THE NIH-DOE SHOULD NOT, AT THIS TIME, SET UP A SEQUENCING
RESOURCE FOR SEQUENCING LIMITED REGIONS OF GENOMIC DNA. While
this strategy might represent a cost effective way of providing
sequencing for many laboratories that want to sequence a single
locus of interest, it was agreed that even with NIH and DOE
subsidizing the effort, the total cost of sequencing would be
very high at present, and it would be better to invest in
improving new technology. In any case, it is expected that as
the cost of sequencing technology is decreased, more companies
will set up to provide this service. There are already several
such service companies. The focus of the genome project at this
stage should be to encourage technology development to make
sequencing cost effective for all laboratories.
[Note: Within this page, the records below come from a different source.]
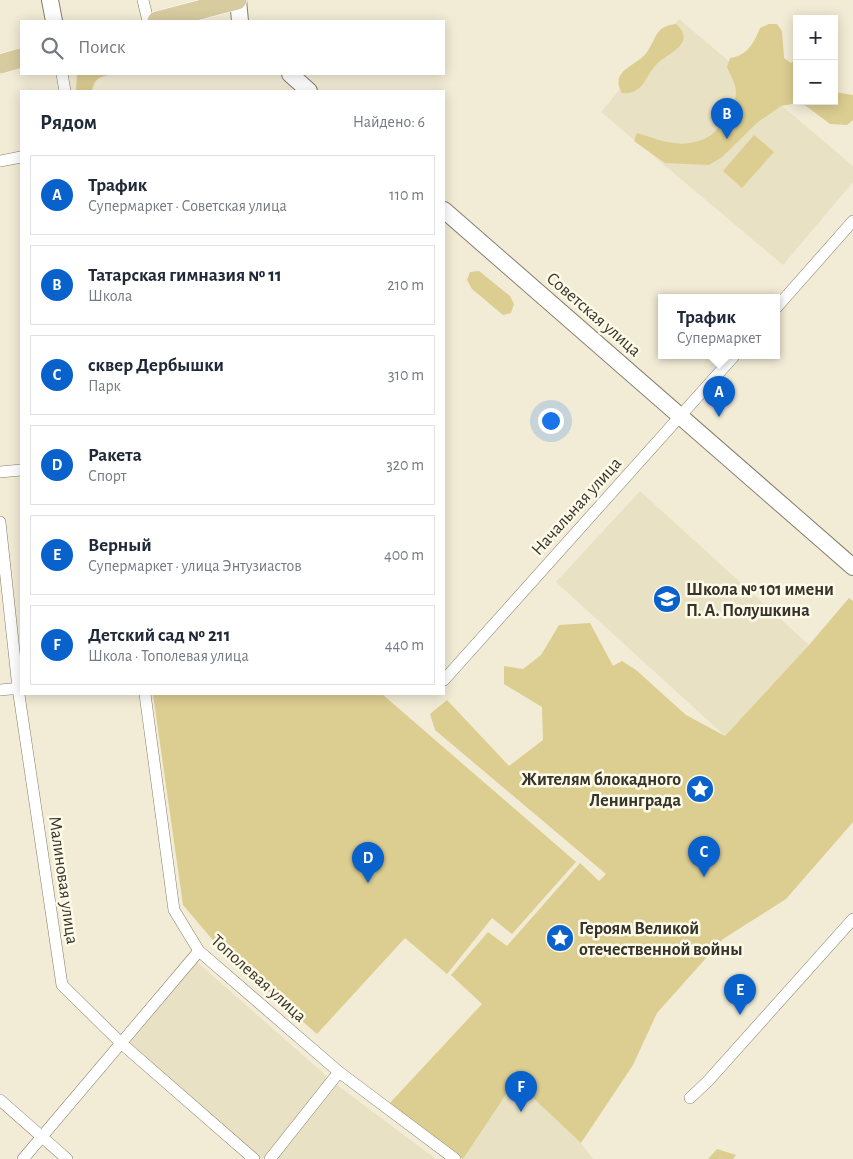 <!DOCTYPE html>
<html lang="ru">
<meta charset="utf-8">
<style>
:root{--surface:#fff;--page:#f6f6f7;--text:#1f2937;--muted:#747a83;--line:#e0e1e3;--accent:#0961cb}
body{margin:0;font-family:"Alegreya Sans",sans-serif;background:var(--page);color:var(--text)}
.controls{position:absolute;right:15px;top:15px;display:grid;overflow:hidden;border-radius:0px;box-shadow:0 2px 12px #0003}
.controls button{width:45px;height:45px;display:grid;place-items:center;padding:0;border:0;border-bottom:1px solid var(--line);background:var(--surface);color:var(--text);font:25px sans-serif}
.you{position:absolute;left:550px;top:420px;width:18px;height:18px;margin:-12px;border:4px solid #fff;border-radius:50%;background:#1a73e8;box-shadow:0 0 0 8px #1a73e833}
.badge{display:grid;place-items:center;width:32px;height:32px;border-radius:50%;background:var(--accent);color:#fff;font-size:16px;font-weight:700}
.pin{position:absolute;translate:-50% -41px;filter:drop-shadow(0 1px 2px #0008)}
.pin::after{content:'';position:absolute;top:26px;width:18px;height:15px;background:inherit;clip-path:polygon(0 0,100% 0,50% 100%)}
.popup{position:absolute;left:658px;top:294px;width:122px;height:65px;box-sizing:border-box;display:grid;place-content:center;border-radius:0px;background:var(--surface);filter:drop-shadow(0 1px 4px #0005);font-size:16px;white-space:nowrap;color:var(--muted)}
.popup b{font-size:19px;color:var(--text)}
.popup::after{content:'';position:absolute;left:50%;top:100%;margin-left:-10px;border:10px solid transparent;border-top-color:var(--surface)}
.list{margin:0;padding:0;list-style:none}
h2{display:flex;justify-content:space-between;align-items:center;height:65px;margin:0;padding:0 20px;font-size:21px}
h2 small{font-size:16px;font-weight:400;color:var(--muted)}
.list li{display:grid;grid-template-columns:32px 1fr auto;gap:15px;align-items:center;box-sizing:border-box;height:80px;margin:0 10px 10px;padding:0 10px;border:1px solid var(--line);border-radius:0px}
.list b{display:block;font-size:19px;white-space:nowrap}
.list p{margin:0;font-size:16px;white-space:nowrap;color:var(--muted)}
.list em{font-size:16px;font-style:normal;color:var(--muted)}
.icon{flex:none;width:28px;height:28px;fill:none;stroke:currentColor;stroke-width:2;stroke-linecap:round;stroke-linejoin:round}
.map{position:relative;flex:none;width:853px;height:1159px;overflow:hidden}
.search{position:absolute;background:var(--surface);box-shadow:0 2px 12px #0003;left:20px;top:20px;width:425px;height:55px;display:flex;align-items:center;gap:12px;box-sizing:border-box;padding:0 18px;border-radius:0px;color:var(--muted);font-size:19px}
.panel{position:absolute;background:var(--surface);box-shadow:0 2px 12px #0003;left:20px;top:90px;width:425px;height:605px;border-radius:0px}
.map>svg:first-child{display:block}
</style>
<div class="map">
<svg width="853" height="1159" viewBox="0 0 853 1159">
<rect width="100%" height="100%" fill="#f2ecd6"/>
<g fill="#e9e1c4">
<polygon points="679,19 853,166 853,182 783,265 601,112"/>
<polygon points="640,491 809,645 725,736 556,582"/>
<polygon points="197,962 329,1078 262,1159 128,1042"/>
<polygon points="515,1081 581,1143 593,1159 463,1159"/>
<polygon points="337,1085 436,1159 278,1159"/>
</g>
<g fill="#dccd91">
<path d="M676,24C698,44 667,53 656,65C644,78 643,95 622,93C609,70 636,67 647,52C657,38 655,26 676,24Z"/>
<path d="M769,24H777L782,31L784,58L791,63L797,57V101H834V92L853,95V120L847,125L830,124L806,106L798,103L781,106L758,122L722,157L709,165L665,163L634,141L637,133C654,138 672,146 690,143C696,142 703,140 708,137C719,131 736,105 736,92C736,83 730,75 727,67L730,58C747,56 754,43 760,28Z"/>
<path d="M77,74H113C100,77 95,77 92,91H76Z"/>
<polygon points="754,135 774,152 742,188 723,171"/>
<polygon points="479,271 510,296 514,304 511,313 503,315 472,289 467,280 470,272"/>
<polygon points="849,598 853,601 853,822 786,899 723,939 657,1013 633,1065 581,1143 515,1081 463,1159 389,1104 482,1004 451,975 488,932 507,946 580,863 599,881 606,874 435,730 430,714 447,700 509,766 543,740 542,707 504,684 504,666 523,669 541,655 559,625 590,623 613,666 622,661 636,670 686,715 725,736 809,645"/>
<polygon points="153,694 382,694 576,862 512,934 492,918 447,974 405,938 317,1034 223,952 183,905"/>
<polygon points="717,1149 736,1155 733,1159 708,1159"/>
</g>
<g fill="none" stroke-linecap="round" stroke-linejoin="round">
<defs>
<g id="street">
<polyline points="143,0 148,21"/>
<polyline points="62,74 65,91"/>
<polyline points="0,161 21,157"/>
<polyline points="776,308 853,221"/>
<polyline points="0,472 21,470"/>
<polyline points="0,522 18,688 62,985 121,1043 254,1159"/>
<polyline points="444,680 734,356"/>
<polyline points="0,690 21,688"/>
<polyline points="145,694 174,910 199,951 339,1072 455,1159"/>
<polyline points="690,1098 708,1081 853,919"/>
<polyline points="0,1100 67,1159"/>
<polyline points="23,1159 199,951"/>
<polyline points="270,1159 339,1072"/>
</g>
<g id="secondary">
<polyline points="50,0 54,21"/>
<polyline points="238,0 240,21"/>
<polyline points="290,74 309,91"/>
<polyline points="444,210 853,567"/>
</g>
<g id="primary">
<polyline points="157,21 237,0"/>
<polyline points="0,64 21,58"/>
</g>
</defs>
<use href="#street" stroke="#847f6b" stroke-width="12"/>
<use href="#secondary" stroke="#847f6b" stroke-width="18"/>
<use href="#primary" stroke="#fff" stroke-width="20"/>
<use href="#street" stroke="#fff" stroke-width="11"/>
<use href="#secondary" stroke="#fff" stroke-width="16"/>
<use href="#primary" stroke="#d7cca0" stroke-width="19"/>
</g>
<defs>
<symbol id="school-disc" viewBox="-11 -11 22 22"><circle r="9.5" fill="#0961cb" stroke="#fefae8"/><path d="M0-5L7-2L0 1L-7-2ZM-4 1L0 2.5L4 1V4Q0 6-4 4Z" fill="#fff"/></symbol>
<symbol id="sight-disc" viewBox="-11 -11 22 22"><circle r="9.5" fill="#0961cb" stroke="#fefae8"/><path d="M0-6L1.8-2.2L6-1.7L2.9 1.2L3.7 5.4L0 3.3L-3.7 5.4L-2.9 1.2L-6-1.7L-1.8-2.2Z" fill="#fff"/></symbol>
</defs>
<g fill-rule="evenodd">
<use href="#school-disc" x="651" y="583" width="32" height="32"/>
<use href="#sight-disc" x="684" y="773" width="32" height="32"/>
<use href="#sight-disc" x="544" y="922" width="32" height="32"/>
</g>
<g text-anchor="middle" stroke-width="5" stroke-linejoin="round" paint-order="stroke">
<g font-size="18" fill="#36342b" stroke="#fefae8">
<text transform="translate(594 314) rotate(41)" y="6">Советская улица</text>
<text transform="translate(576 506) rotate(-48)" y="6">Начальная улица</text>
<text transform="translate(64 880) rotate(82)" y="6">Малиновая улица</text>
<text transform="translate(259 978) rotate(42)" y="6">Тополевая улица</text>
</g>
<g font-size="18" font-weight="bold" fill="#36342b" stroke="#fefae8" text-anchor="start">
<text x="686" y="595">Школа № 101 имени<tspan x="686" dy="21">П. А. Полушкина</tspan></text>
<text x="681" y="785" text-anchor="end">Жителям блокадного<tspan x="681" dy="21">Ленинграда</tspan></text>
<text x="579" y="934">Героям Великой<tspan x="579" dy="21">отечественной войны</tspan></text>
</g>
</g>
</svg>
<div class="controls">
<button>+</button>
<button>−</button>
</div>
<div class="you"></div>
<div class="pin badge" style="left:719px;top:417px">A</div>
<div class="popup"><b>Трафик</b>Супермаркет</div>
<div class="pin badge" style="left:727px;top:139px">B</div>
<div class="pin badge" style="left:704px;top:877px">C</div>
<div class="pin badge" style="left:368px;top:883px">D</div>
<div class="pin badge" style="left:740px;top:1015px">E</div>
<div class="pin badge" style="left:521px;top:1112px">F</div>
<div class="search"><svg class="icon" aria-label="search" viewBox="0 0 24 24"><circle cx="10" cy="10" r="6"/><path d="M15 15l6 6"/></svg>Поиск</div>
<section class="panel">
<h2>Рядом<small>Найдено: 6</small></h2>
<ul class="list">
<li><span class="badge">A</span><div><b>Трафик</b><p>Супермаркет · Советская улица</p></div><em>110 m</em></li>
<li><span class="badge">B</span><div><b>Татарская гимназия № 11</b><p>Школа</p></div><em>210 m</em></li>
<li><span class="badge">C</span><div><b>сквер Дербышки</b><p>Парк</p></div><em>310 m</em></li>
<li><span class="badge">D</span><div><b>Ракета</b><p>Спорт</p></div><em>320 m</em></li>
<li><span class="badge">E</span><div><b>Верный</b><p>Супермаркет · улица Энтузиастов</p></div><em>400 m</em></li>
<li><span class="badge">F</span><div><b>Детский сад № 211</b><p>Школа · Тополевая улица</p></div><em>440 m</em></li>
</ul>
</section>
</div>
THE NIH-DOE PROGRAMS SHOULD SUPPORT SEQUENCING AT THE MID-RANGE
(<500KB PAIRS) ONLY WHEN THE REGION IS OF EXTREME BIOLOGICAL
INTEREST. Because the cost of sequencing on a limited scale is
very high at present, the programs should not support mid-range
sequencing projects until sequencing is more cost effective or
unless there is overwhelming biological interest in a particular
site. Sequencing of small or mid-range regions should be
encouraged and supported by other institutes.
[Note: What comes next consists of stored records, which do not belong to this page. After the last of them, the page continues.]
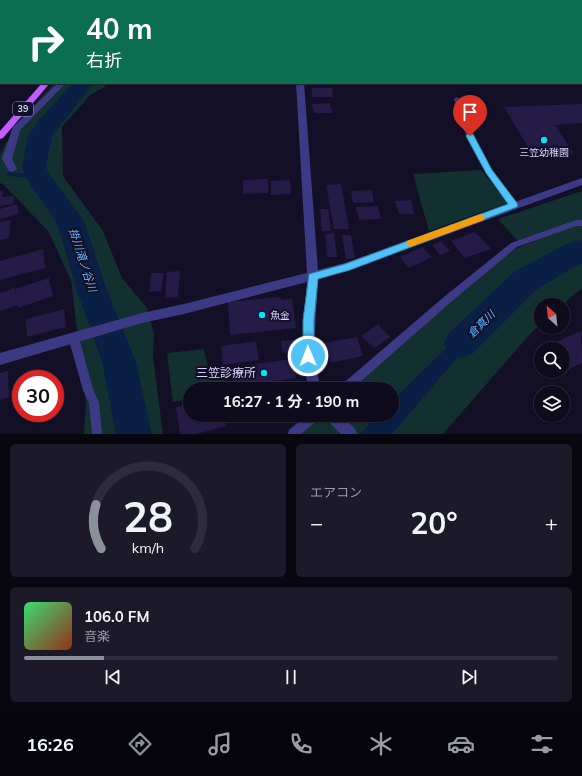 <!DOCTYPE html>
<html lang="ja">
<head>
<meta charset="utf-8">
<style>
	:root { --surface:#0e0b1c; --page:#1c1929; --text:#f1f3f6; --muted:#9b9ba3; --line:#2e2b3b; --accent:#8c9099 }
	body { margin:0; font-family:Mulish,"Noto Sans JP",sans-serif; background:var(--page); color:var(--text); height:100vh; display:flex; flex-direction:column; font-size:15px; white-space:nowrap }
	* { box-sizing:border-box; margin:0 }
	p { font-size:13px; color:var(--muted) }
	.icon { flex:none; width:22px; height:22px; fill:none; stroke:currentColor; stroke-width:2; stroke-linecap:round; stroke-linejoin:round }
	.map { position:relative; height:434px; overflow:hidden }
	.sheet { display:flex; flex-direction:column; gap:10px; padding:10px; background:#08060f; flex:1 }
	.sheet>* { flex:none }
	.banner { position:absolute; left:0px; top:0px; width:582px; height:84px; box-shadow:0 1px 3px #0004,0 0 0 1px var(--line); background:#0b6e4f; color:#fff; overflow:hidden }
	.needle { width:26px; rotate:333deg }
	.fabs { position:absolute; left:534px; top:298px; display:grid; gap:8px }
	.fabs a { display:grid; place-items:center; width:36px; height:36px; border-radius:50%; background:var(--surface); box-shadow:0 1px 3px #0004,0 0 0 1px var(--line); font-size:20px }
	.speed { position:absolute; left:12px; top:370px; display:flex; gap:8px; font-size:20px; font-weight:700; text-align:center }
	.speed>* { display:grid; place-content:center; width:52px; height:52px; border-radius:50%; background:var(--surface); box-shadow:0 1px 3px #0004,0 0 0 1px var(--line); line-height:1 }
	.speed .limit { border:6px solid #d22; background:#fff; color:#111 }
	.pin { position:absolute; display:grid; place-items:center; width:34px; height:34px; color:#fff; margin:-41px -17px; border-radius:50% 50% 50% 0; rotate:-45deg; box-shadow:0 0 4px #0007 }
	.pin .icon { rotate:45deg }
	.me { position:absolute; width:44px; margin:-22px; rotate:359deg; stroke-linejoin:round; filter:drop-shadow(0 0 3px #0008) }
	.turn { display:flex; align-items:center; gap:14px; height:84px; padding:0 20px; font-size:18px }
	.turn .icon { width:52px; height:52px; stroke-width:2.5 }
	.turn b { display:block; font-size:28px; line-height:34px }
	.big { font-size:30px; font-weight:700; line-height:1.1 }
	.sheet .card { flex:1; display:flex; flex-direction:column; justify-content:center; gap:6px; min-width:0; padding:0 14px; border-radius:6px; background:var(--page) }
	.sheet .dial { align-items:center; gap:0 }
	.dial svg { height:104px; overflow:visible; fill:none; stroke:var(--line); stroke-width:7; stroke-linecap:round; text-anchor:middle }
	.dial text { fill:var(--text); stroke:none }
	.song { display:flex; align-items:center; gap:12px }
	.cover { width:48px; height:48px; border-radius:6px; background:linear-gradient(135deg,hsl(140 70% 55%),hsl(10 70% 35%)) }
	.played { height:4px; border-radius:2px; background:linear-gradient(90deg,var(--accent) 15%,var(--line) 15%) }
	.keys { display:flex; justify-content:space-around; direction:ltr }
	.heat { display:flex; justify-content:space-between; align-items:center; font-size:22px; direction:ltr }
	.sheet .tiles { flex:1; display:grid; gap:10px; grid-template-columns:1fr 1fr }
	.card:last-child { grid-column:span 2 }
	.trip { position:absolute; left:183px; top:382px; width:216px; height:40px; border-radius:20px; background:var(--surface); box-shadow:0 1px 3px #0004,0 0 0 1px var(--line); font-weight:700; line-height:40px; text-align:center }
	.tabs { display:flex; height:64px; justify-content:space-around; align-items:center; background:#06040b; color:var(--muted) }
	.tabs .icon { width:28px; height:28px }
	.tabs .current { color:var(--accent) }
	.tabs b { font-size:18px; color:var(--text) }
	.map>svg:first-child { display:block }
</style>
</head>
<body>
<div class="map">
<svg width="582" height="434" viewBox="0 0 582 434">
	<rect width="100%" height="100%" fill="#130f26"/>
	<g fill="#12302f">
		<polygon points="55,83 108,83 103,88 90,95 62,127 63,176 103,231 122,278 147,308 154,334 153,357 163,434 84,434 86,403 71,280 48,231 3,184 0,183 0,155 6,143 30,109"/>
		<polygon points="481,170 508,203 429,231 413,174"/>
		<polygon points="582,191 582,288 562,305 541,305 541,324 531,333 443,434 293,434 315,415 392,415 392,389 344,389 437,307 515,249 577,224 518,241 498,219"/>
		<polygon points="204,349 210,377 224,374 226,389 190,389 190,399 173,402 167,353"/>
	</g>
	<g fill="#0a1f44">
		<polygon points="582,246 582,263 533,287 533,281 524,274 571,248"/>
		<polygon points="483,312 487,323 392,434 360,434 378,415 392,415 392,401"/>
	</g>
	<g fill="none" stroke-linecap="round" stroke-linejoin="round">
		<polyline stroke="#0a1f44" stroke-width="4" points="9,174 38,177"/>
		<g fill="#0a1f44" fill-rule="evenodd">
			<rect x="211" y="0" width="18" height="1"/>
			<polygon points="73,83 94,83 52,136 46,167 49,174 84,221 106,288 136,362 152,434 116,434 102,362 76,288 57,223 29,183 22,167 28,136 40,119"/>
			<polygon points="582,240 582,262 536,290 472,354 460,358 448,354 444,344 448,334 514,272 566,244"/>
		</g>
	</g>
	<g fill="#241b47">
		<polygon points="312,88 332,88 333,97 312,97"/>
		<polygon points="330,103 332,113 314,113 312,104"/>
		<polygon points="582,104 582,123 555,125 574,154 534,157 504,107"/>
		<polygon points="268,179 268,193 243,194 243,180"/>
		<polygon points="290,180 291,194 271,195 271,181"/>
		<polygon points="341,184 349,229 334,229 326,185"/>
		<polygon points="372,190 374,202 353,203 351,191"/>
		<polygon points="0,191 3,191 2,197 14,196 13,204 0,206"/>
		<polygon points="411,200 414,214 399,214 395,201"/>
		<polygon points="17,204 19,214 0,219 0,209"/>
		<polygon points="378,206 381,219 359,220 356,207"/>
		<polygon points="320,209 328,209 331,231 322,231"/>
		<polygon points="11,220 9,238 0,240 0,222"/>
		<polygon points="475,232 491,249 465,258 451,241"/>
		<polygon points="334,233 337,257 327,257 325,234"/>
		<polygon points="342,235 351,235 355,258 346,259"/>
		<polygon points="441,241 450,251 440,255 432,245"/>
		<polygon points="423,247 432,257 409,268 400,257"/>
		<polygon points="43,249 45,268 0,280 0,261"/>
		<polygon points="180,271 178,297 165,298 167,272"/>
		<polygon points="151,273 164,273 161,291 149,292"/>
		<polygon points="49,278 53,296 18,308 18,305 0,311 0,293 14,288 17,298 15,289"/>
		<polygon points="279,297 282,300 292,299 296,328 230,335 228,302"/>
		<polygon points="64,309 66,327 27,337 26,319"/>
		<polygon points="378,324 390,337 374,348 361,336"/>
		<polygon points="581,331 582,363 567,370 563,366 563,349 549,349 547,346"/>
		<polygon points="357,337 363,356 330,363 324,343"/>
		<polygon points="300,339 302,351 283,353 281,341"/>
		<polygon points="256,341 259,360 223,365 221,346"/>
		<polygon points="293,359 296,378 253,384 254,389 235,389 233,367"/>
		<polygon points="8,371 9,397 0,400 0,373"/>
		<polygon points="190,404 190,415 224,415 226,426 196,434 180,434 176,407"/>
	</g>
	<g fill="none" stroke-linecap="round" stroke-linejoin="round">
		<g fill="#3d3a85" fill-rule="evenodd">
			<path d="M 457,97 L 460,99 C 466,124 478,149 492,170 C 500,181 509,192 517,203 L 518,205 L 517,207 L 511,207 C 503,195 494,184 486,172 C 472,150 460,125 454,99 Z"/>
			<polygon points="576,220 582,220 582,226 576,226 517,247 451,302 352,389 339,389 340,386 445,296 511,243"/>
			<polygon points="74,334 77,335 79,338 93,389 99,403 102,434 92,434 89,403 83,390 70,344 69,338 71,335"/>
			<polygon points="307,415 320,415 319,419 301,434 288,434 289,430"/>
		</g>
		<g fill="#3d3a85" fill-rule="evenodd">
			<rect x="170" y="0" width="6" height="1"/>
			<rect x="200" y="0" width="6" height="1"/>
			<rect x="292" y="0" width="6" height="1"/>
			<rect x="521" y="0" width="7" height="1"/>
			<rect x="581" y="36" width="1" height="4"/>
			<polygon points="58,83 66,83 20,130 12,159 17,169 12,172 9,171 2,159 13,127"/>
			<polygon points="296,83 304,83 318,270 345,263 582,178 582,185 350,270 318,279 314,347 315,364 321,389 309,389 303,364 302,347 307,282 184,314 142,323 0,365 0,353 142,313 184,304 307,273"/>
			<polygon points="325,415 341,415 355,429 357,434 341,434 327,420"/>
		</g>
		<g fill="#c25bff" fill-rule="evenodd">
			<polygon points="122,0 129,0 122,1"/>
			<polygon points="42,83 50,83 3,138 0,139 0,131"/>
		</g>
	</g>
	<polygon fill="#4fc3f7" stroke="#337fa1" points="467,134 473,134 492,170 517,203 518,205 517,207 350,270 318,279 314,320 314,356 312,359 308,361 304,359 303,356 303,320 309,274 345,264 508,204 486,173 466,136"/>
	<polygon fill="#f59e0b" points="481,214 485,217 484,220 410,247 406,243 407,241"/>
	<g fill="#00e5ff" stroke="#130f26" stroke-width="1.5">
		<circle cx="544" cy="140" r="4"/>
		<circle cx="262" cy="315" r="4"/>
		<circle cx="264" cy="373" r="4"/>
	</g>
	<g text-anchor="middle" stroke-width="4" stroke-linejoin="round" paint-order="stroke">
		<rect fill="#130f26" stroke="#9e99be" stroke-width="1" x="13" y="102" width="20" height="14" rx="3"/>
		<g font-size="9" font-weight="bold" fill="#d9d4ff">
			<text x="23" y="112">39</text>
		</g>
		<g font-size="10" fill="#d9d4ff" stroke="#130f26">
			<text x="544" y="156">三笠幼稚園</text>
			<text x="270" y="319" text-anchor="start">魚金</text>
		</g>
		<g font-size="11" font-style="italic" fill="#62b6ff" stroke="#130f26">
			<text transform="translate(83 260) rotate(72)" y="4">掛川滝ノ谷川</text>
			<text transform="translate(481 324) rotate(-45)" y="4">倉真川</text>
		</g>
		<g font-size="12" fill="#d9d4ff" stroke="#130f26" text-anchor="end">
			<text x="256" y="377">三笠診療所</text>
		</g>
	</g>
</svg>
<div class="fabs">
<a><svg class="needle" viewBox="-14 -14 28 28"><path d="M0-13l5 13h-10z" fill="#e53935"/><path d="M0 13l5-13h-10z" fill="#9b9ba3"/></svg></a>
<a><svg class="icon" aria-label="search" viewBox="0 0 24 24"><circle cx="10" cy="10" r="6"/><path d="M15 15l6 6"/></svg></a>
<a><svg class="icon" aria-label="layers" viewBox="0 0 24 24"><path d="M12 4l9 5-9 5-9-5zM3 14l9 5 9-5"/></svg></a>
</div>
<div class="speed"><div class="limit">30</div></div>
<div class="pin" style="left:470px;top:136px;background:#d93025"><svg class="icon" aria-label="arrive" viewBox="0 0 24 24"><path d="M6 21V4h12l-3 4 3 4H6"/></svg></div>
<svg class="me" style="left:308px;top:356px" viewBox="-20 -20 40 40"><circle r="17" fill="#4fc3f7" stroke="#fff" stroke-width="3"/><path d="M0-11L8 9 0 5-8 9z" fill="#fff"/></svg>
<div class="trip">16:27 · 1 分 · 190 m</div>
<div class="banner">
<div class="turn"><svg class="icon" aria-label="right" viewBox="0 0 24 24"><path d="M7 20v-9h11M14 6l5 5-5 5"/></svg><div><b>40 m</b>右折</div></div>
</div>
</div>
<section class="sheet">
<div class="tiles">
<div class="card dial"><svg viewBox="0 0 100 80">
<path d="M14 69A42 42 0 1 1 86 69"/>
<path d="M14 69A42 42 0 0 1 10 35" stroke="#8c9099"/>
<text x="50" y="56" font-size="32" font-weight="700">28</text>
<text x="50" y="72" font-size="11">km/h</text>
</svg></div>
<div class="card"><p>エアコン</p>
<div class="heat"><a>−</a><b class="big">20°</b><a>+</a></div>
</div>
<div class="card">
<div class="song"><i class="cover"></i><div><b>106.0 FM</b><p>音楽</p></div></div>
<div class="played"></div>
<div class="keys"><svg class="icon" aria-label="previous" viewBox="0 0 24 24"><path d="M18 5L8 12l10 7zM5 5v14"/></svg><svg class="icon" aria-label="pause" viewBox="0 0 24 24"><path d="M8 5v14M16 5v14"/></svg><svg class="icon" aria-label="next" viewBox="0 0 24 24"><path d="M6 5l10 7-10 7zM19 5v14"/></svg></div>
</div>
</div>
</section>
<nav class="tabs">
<b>16:26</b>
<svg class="icon current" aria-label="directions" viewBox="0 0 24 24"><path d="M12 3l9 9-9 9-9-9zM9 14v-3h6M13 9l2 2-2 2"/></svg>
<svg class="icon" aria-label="music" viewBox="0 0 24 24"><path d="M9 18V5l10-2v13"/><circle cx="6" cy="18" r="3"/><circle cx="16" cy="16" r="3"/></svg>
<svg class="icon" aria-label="phone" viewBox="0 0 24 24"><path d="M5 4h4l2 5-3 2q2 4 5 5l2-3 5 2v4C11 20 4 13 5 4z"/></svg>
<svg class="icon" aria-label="climate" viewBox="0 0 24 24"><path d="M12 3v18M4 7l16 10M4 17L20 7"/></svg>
<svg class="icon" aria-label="car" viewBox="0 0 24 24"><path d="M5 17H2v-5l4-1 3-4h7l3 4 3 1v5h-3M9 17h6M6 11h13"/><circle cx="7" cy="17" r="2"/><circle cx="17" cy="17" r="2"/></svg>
<svg class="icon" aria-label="filters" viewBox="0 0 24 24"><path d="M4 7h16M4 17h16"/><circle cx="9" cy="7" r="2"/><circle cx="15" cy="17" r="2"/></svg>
</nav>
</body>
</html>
THE COMMITTEE BELIEVES THAT IT IS POSSIBLE TO MAKE DATA GENERATED
FROM SEQUENCING PROJECTS AVAILABLE TO THE COMMUNITY WITHIN 3-6
MONTHS OF THE SEQUENCE BEING FINISHED AND IN NO CASE SHOULD
SEQUENCE DATA BE HELD LONGER THAN ONE YEAR. Although it is
reasonable for a laboratory that has done the sequencing to be
allowed first chance at its analysis, it is also important to
make the data available as quickly as possible. The laboratory
that generated the data already has an inherent strategic
advantage over any other laboratory wishing to begin analysis of
the sequence. Thus, it was agreed that an aggressive policy to
ensure timely release of data is needed.